Saturday, August 20, 2011
Harmonizing Water and Tea: Part 11- Pouring Technique
This is a continuation of a discussion on pouring. See part 10- Pouring Method (here) before continuing...
Once the person making the tea decides on a boiling vessel (and type of ladle if applicable) then the next element of the pour that should be considered is the human element of the pour. There are four variables of the pouring technique that can dramatically influence the final cup of tea- the height of the pour, the forcefulness or vigor of the pour, the direction of the pour, and the intent or mindset of the person pouring the water.
The higher the pour, the more time water is in contact with air. In ancient times it was thought that the relatively heavier water would be infused with the light essence of the air thereby infusing lighter characteristics into the water. Today there is some talk of oxidizing the water, where more exposure to air imparts more oxygen into the water. Any scientists out there who want to explain this? One thing that is for sure is that as more surface area of hot water is exposed to air for a longer time, the more the water will cool in temperature. Due to these reasons a higher pour which gives the water a lighter and cooler quality naturally harmonizes better with lighter teas such as whites, greens, and greener oolong, a medium pour which moderately lightens and cools is best with Korean yellow tea and some well oxidized oolong, a low pour which retains the heat and heavier nature harmonizes best with darker, heavier teas such as red tea, and aged puerh tea.
The force and vigor of the pour will also impact the end product. This factor is often overlooked because it is not as obvious to the observer.
Extremely vigerous pour which violently jostles the leaves in the pot is thought to impart overly harsh characteristics. The resulting tea is often described as oversteeped, bitter/sour taste, and/ or harsh and choking mouthfeel. It also exhausts the leaves much faster over many infusions. On the other hand, a very gentle, trickling pour which barely stirs the leaves at all is thought to impart overly gentle/ passive characteristics. The resulting tea is often described as understeeped, watery taste, and absent mouthfeel. The person pouring water should always strive for the middle way pouring with just enough vigor to gently stirr and tumble the leaves in the teapot with the incoming stream of water. It should still be noted that deeper, heavier, darker teas harmonize best with somewhat more vigerous pouring and lighter, cooler, more subtle teas harmonize best with a relatively gentle pour. However, a very gentle pour does harmonize very nicely with the lightest most subtle teas- softly coaxing out the soft compexities and subtleties of pre qing ming dragonwell and ujeon grade green teas.
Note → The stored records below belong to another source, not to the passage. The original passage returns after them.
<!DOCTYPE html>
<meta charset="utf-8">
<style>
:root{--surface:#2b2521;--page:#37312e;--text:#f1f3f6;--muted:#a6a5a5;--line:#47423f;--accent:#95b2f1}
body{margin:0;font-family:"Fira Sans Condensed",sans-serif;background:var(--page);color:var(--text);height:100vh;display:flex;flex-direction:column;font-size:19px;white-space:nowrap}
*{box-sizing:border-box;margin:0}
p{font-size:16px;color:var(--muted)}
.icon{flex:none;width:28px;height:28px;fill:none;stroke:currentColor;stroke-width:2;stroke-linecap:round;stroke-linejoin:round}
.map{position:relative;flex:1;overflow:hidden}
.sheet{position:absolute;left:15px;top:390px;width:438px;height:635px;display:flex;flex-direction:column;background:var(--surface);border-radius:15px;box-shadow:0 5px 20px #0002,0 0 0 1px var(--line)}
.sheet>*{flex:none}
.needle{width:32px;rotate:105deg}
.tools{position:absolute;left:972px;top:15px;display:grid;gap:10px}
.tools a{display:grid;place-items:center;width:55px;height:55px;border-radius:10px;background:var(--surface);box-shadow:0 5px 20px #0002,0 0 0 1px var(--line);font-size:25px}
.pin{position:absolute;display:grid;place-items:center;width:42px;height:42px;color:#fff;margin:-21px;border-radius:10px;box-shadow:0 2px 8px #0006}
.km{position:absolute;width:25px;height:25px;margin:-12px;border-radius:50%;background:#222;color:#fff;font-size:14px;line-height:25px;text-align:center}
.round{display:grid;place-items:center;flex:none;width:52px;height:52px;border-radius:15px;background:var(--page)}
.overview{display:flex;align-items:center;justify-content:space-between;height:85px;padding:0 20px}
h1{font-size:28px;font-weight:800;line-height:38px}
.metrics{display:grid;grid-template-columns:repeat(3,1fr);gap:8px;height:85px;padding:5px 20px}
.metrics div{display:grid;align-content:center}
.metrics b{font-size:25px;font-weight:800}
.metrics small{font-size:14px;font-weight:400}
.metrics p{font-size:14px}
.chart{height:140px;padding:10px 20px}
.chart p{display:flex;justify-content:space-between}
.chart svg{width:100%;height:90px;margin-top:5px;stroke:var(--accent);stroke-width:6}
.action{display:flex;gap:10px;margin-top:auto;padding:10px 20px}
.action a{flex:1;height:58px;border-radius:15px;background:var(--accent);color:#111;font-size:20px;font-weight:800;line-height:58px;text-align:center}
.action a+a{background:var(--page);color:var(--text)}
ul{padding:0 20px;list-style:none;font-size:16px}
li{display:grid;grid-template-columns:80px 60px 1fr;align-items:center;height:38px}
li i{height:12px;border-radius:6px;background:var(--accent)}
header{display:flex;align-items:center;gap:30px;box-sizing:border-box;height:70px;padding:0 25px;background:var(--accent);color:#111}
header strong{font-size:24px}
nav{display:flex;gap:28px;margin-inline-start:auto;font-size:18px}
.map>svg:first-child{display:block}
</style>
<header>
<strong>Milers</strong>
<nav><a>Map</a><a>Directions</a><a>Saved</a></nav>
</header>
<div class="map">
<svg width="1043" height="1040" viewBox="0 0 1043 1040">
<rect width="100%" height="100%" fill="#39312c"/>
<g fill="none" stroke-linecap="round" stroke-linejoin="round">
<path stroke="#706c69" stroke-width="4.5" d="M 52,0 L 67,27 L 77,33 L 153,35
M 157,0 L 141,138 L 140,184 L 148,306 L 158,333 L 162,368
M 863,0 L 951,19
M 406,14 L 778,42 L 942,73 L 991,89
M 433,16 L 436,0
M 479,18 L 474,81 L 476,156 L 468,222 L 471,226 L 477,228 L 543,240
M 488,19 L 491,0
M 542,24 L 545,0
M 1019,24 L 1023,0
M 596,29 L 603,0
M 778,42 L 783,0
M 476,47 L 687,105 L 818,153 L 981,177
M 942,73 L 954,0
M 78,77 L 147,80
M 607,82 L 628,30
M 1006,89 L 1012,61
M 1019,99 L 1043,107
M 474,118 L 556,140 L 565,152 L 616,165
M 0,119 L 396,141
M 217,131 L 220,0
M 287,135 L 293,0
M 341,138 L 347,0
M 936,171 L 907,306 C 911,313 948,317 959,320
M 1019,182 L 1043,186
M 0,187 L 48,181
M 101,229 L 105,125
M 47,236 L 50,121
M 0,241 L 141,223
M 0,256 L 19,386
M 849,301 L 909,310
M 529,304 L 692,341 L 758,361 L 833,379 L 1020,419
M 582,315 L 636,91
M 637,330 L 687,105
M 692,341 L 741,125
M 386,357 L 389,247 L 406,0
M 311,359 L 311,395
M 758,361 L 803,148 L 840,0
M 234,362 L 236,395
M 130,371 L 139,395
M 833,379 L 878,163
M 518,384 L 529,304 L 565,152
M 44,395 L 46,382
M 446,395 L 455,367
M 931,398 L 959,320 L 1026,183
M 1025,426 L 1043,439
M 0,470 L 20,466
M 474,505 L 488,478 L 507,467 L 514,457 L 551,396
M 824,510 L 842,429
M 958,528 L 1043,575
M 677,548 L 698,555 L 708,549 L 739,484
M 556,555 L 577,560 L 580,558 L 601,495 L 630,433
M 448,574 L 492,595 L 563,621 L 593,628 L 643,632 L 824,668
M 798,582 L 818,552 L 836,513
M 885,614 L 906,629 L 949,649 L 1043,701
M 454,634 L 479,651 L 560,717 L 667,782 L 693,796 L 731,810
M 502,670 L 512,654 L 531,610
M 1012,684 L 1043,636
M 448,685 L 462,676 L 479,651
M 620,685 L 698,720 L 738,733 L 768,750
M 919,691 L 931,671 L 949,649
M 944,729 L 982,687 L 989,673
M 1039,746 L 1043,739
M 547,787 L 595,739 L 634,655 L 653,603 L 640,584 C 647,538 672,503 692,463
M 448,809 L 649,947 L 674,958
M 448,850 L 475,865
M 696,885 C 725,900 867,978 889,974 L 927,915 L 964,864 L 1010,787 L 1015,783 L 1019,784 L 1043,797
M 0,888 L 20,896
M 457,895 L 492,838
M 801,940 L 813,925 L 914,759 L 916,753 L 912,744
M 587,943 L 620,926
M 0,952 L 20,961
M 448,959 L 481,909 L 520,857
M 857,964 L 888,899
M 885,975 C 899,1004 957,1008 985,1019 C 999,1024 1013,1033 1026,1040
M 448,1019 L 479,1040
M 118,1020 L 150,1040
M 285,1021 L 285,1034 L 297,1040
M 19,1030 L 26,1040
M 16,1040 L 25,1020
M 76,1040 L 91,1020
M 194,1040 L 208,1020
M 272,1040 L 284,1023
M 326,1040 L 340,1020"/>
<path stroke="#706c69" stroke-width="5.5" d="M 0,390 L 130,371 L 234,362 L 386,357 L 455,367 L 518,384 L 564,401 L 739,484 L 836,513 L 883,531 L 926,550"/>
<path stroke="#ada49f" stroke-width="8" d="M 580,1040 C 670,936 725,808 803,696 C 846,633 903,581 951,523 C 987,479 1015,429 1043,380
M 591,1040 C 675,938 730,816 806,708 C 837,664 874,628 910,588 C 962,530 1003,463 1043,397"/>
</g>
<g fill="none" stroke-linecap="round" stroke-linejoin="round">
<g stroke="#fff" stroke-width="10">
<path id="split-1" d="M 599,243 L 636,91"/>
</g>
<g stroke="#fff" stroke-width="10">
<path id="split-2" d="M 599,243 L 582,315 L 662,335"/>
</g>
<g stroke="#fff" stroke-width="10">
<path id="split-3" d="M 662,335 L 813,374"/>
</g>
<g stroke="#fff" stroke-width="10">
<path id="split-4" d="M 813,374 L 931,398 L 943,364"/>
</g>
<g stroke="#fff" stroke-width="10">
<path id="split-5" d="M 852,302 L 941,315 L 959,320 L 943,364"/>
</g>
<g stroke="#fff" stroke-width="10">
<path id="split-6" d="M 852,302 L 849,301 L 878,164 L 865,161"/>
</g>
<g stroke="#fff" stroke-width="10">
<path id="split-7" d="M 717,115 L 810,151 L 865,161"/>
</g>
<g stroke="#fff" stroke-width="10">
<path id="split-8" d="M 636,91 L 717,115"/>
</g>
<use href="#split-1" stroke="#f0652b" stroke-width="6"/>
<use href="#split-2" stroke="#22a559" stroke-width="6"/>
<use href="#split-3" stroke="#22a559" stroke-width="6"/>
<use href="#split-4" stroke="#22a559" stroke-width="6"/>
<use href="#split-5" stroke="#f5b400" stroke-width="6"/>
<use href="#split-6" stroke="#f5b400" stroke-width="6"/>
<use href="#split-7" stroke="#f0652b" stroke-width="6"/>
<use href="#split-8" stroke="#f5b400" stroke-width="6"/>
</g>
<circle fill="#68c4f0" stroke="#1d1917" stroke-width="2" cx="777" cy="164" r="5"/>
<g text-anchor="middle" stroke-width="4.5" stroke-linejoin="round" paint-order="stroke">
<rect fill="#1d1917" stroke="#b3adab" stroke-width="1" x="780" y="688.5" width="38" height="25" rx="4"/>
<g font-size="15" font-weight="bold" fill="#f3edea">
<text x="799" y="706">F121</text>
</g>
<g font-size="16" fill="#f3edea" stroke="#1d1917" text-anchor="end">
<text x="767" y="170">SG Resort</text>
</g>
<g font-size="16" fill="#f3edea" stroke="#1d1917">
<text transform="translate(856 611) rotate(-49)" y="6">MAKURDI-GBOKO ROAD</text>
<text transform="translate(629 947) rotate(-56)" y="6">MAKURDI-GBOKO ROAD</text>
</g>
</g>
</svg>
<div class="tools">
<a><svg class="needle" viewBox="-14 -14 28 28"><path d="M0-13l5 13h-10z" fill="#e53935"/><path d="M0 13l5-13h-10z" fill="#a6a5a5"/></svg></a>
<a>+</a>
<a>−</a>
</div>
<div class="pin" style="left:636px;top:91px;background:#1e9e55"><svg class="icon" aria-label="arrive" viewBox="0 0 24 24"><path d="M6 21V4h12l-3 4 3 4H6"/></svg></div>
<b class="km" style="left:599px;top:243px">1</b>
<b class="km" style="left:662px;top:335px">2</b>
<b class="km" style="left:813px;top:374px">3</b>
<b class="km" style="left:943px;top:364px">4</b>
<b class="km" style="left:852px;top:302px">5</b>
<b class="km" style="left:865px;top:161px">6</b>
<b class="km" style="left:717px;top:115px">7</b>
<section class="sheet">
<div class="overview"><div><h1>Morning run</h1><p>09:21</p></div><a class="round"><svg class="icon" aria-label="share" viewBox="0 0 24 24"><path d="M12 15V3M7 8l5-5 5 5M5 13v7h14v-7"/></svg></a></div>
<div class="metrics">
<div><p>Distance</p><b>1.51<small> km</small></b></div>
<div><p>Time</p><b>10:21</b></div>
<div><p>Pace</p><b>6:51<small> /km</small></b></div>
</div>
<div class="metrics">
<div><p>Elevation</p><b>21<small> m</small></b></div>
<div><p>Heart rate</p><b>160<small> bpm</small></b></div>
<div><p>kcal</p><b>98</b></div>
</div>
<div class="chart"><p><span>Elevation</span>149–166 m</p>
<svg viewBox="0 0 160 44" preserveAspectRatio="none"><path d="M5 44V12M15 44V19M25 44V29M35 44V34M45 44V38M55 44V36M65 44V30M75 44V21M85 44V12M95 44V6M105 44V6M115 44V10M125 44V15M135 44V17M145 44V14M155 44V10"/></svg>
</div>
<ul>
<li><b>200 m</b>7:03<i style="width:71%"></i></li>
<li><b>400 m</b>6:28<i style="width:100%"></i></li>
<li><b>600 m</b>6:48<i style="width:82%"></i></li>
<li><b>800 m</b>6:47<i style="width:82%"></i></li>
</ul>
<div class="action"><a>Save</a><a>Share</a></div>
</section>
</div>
The direction of the pour should also be considered. For most cases the stream of water should be directed to the wall of the teapot (or other steeping vessel), when possible. This is to create a nice tumbling action of the leaves in the pot. When pouring directly over the leaves it can often be too harsh and bring out somewhat undesirable qualities. Pouring water directly over mellowed, aged teas such as aged puerh and black teas will not impact the final cup as much as fresher lighter teas. Still most of the time teamasters are in the habit of not pouring water directly over the leaves if the steeping vessel allows. A cooling bowl is also used from ladle to teapot to help control elements of the pour such as direction- you can see how this could be important when preparing, say a very light ujeon grade green tea.
The last, and most overlooked, element of the pour that should always be considered is the mindset of the person pouring the water, preparing the tea. Those with malicious intent, such as a tea shop owner who wishes to make one tea look better than another, will impart negative qualities into the tea whereas someone who has loving intent will make a much better tea. There are three mindsets that we will examine here- the malicious mindset, the unfocused/ or unaware mindset, and the mindful/ meditative mindset.
The malicious mindset is was mentioned above, people in this mindset also alter other elements of the method and pouring technique to bring out a bad cup of tea. This is different than someone who is maybe in a bad mood and is just not aware of it- this would fall into the second group, the unaware mindset. Whether in a good or bad mood, this is probably where most people are and so the internal environment of the person pouring the water (and preparing the tea) impacts the final product.
Truly amazing tea comes from those who have been honing their mindset for years. Often you hear stories about how a student following a teamaster for several years still cannot make the amazing pot of tea that his master can. The best teamasters go beyond just mindfulness and recite prayers, meditate, do some sort of energy manipulation, or dwell in a 'no-mind' state. These are often closely guarded secrets of teamasters that are rarely discussed but no doubt have a subtle effect on the cup of tea. Just starting with a mindful approach you will start noticing improvements in the tea you drink.